*Exercise requirements*
What is needed here is each entry reproduced exactly, without its pictures.

[Stored data entries]
^^^^^^^^^^^^^^^^

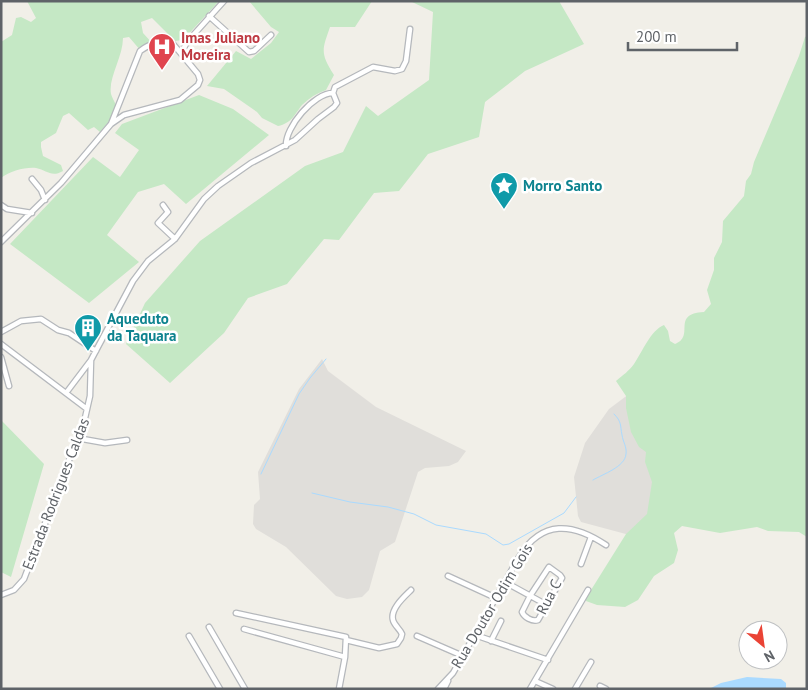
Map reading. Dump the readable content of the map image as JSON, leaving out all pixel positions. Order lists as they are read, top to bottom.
{
  "streets": {
    "street": ["Estrada Rodrigues Caldas", "Rua C", "Rua Doutor Odim Gois"]
  },
  "places": {
    "hospital": ["Imas Juliano Moreira"],
    "place": ["Morro Santo"],
    "building": ["Aqueduto da Taquara"]
  },
  "scale_bar": "200 m",
  "north": "bottom right"
}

^^^^^^^^^^^^^^^^

*Solution for this problem*
Map reading. Dump the readable content of the map image as JSON, leaving out all pixel positions. Order lists as they are read, top to bottom.
{
  "streets": {
    "street": ["Estrada Rodrigues Caldas", "Rua C", "Rua Doutor Odim Gois"]
  },
  "places": {
    "hospital": ["Imas Juliano Moreira"],
    "place": ["Morro Santo"],
    "building": ["Aqueduto da Taquara"]
  },
  "scale_bar": "200 m",
  "north": "bottom right"
}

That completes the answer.